Thüringer Allgemeine (Arnstadt)
Gift in Babybrei: Lange Haftstrafe
54-Jähriger erpresste Supermärkte und forderte Millionenbetrag. Jetzt muss er für zwölfeinhalb Jahre ins Gefängnis
Ravensburg/Berlin. Er stellte vergiftete Babynahrung in Supermarktregale: Das Landgericht Ravensburg hat am Montagabend den Erpresser mehrerer Handelsunternehmen zu zwölfeinhalb Jahren Haft verurteilt. Das Urteil gegen den 54Jährigen erging wegen versuchten Mordes in Tateinheit mit versuchter räuberischer Erpressung, wie das Gericht mitteilte. Der Täter hatte gestanden, die Gläschen vergiftet zu haben, um 11,75 Millionen Euro von Handelsunternehmen zu erpressen.
Bevor das Gericht sein Urteil fällte, hatte am Montag ein psychiatrischer Gutachter erklärt, warum er den Täter für schuldfähig hält – und nicht für psychisch krank. Um die Frage ging es während des Prozesses immer wieder. Drei Stunden hatte sich Gutachter Hermann Assfalg mit dem Angeklagten unterhalten und ihn in der Verhandlung beobachtet. Eine schwere Persönlichkeitsstörung oder eine sonstige „seelische Abartigkeit“erkenne er nicht, sagte er nun vor Gericht. Der Angeklagte aus dem Raum Tübingen hatte sich in der Verhandlung mehrfach auf eine Borderline-Persönlichkeitsstörung berufen.

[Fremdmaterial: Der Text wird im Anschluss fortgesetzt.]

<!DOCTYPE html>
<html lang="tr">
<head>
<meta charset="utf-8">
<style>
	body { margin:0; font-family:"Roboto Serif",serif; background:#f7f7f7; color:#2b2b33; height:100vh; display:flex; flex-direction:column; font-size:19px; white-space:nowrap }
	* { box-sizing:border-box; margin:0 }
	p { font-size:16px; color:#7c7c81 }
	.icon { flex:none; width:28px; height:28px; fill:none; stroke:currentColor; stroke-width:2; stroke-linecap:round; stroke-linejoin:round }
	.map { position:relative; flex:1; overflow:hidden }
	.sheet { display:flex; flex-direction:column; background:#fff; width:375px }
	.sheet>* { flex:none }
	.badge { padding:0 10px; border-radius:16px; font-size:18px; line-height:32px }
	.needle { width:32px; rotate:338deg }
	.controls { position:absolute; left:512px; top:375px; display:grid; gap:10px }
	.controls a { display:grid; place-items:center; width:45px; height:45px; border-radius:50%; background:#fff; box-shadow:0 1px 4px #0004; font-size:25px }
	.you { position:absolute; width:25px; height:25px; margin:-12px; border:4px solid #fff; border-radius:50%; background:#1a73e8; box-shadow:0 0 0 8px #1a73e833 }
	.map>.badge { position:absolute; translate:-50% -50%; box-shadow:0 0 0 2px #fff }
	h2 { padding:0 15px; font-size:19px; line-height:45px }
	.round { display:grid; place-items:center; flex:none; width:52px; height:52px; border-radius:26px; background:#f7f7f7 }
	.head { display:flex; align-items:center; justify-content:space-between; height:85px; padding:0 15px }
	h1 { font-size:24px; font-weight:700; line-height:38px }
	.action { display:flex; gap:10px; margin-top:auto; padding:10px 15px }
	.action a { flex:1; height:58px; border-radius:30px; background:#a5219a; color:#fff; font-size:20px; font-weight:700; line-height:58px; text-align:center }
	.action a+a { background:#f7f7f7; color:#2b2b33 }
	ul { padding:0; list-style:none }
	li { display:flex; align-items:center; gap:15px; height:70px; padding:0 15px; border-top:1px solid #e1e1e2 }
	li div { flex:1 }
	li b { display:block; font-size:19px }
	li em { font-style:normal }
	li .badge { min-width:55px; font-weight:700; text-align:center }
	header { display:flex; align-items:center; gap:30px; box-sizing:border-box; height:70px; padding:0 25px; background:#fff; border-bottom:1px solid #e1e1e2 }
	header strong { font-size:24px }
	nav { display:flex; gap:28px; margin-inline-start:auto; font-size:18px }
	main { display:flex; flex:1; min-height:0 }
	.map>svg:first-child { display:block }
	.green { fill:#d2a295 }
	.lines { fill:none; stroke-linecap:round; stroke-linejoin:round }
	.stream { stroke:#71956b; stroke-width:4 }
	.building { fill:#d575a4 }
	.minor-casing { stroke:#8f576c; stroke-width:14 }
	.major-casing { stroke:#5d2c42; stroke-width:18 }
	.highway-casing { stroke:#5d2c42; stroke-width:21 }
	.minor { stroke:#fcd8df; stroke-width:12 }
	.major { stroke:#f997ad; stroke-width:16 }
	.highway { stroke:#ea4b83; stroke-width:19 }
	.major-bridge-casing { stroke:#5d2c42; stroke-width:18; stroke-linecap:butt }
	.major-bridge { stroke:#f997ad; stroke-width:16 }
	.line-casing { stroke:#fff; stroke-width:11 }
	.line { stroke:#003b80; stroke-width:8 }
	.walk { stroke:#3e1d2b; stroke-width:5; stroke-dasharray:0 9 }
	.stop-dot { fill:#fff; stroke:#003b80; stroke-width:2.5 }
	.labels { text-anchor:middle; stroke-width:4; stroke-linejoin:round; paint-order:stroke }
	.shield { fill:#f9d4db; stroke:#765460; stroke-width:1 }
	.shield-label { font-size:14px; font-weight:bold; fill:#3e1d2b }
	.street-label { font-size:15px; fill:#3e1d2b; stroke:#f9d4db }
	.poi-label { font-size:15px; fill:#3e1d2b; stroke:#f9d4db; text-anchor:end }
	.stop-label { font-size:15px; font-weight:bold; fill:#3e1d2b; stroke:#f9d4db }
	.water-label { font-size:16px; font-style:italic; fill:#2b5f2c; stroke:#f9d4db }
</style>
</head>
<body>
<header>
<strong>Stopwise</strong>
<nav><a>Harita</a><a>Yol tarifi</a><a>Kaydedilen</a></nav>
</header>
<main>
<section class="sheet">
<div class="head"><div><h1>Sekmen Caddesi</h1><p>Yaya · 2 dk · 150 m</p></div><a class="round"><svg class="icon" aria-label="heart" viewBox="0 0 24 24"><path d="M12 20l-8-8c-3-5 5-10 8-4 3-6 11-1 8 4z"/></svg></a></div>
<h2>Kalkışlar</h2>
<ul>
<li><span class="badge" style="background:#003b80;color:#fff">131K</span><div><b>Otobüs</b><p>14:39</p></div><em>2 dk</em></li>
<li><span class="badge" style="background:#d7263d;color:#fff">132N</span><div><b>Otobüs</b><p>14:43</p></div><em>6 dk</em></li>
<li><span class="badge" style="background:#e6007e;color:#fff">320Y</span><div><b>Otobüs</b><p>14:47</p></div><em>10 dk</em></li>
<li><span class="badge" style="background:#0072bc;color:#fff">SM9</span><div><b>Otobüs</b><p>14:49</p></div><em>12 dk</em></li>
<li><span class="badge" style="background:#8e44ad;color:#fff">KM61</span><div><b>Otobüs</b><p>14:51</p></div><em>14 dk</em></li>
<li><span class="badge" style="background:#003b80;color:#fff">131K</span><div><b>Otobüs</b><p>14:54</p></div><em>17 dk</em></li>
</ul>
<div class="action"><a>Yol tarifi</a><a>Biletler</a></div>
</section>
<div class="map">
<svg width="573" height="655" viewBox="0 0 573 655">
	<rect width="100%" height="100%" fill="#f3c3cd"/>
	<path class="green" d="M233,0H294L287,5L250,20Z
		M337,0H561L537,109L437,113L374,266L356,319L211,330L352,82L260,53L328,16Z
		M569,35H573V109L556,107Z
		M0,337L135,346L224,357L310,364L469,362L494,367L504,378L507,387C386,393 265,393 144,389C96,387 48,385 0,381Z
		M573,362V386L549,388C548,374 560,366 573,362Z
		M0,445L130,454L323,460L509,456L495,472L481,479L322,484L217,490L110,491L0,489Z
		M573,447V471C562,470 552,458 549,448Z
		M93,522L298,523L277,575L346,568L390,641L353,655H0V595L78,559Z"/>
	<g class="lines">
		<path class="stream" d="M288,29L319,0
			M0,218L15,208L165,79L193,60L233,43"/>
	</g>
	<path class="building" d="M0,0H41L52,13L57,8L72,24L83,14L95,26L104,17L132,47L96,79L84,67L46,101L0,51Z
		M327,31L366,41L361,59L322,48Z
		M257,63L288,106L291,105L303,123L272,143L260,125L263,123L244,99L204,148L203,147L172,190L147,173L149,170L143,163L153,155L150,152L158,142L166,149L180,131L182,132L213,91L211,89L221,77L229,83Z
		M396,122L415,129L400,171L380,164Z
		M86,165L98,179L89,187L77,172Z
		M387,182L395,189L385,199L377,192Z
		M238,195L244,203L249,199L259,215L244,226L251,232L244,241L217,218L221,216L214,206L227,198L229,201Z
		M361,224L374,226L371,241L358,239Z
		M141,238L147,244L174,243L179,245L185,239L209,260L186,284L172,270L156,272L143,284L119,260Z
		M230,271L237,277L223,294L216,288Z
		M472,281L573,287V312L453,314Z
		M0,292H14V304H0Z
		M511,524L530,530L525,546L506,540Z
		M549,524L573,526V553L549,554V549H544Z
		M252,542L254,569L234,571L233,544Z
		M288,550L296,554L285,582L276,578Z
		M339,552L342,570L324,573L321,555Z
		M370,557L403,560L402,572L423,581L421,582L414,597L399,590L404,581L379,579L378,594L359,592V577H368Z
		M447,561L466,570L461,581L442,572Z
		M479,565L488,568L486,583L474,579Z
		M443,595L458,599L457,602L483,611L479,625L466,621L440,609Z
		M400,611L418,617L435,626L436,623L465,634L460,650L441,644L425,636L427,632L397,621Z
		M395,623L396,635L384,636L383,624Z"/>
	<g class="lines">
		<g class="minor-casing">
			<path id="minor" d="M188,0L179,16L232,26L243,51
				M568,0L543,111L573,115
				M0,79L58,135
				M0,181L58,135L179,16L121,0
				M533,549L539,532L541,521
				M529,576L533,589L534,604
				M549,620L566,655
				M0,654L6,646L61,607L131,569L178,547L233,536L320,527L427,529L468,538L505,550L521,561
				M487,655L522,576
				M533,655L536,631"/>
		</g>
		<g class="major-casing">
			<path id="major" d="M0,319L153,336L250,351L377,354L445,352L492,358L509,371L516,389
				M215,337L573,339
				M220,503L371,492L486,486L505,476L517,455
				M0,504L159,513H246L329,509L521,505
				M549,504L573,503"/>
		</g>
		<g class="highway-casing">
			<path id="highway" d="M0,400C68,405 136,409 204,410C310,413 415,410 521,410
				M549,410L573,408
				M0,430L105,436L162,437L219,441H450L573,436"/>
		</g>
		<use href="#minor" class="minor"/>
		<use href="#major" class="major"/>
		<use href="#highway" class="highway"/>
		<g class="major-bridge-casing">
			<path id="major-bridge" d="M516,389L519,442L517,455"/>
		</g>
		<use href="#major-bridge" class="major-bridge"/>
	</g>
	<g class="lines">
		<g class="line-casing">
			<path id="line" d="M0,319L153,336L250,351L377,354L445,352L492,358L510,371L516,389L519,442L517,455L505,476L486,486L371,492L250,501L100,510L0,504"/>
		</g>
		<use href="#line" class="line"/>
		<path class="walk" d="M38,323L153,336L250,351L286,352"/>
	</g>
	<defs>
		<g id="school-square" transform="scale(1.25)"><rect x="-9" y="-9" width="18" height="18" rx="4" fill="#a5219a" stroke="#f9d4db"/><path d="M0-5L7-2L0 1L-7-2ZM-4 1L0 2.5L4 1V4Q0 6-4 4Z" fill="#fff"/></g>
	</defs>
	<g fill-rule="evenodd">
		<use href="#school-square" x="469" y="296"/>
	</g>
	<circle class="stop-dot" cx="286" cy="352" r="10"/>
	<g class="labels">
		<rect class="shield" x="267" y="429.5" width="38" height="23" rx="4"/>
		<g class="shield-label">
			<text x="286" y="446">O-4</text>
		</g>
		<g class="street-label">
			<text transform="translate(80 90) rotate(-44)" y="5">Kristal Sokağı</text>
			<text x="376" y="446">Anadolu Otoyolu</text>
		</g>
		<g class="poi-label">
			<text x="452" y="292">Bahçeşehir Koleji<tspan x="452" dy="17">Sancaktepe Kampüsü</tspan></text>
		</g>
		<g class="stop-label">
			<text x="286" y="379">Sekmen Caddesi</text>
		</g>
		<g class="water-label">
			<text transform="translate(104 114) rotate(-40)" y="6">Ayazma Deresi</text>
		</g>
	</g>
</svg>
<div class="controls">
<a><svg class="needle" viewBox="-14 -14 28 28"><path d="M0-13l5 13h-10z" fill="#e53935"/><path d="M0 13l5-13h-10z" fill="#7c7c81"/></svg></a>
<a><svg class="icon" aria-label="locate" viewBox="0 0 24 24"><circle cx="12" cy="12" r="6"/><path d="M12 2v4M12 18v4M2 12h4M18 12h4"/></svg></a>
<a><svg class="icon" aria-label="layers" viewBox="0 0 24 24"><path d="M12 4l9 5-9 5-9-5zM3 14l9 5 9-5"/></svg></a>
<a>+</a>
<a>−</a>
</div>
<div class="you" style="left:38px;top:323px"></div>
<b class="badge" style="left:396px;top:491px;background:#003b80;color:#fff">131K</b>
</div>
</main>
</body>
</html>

Sie habe sein Handeln beeinflusst – die Betroffenen gelten als emotional instabil. Tatsächlich bescheinigte Gutachter Assfalg ihm nun eine übertriebene Ich-Bezogenheit. Aber: „Er war nicht hilflos dieser Störung ausgesetzt“, stellt er fest. Der Beschuldigte habe seine Entscheidungen stets aktiv getroffen. Anhaltspunkte für eine Alkohol- oder Medikamentenabhängigkeit gibt es aus seiner Sicht ebenfalls nicht.
Oberstaatsanwalt Peter Vobiller hatte 13 Jahre Haft für den Angeklagten gefordert. Nur dank intensiver Polizeiarbeit – „aber wenn man ehrlich ist, auch einer ganz gehörigen Portion Glück“– sei im September 2017 kein Kind zu Tode gekommen.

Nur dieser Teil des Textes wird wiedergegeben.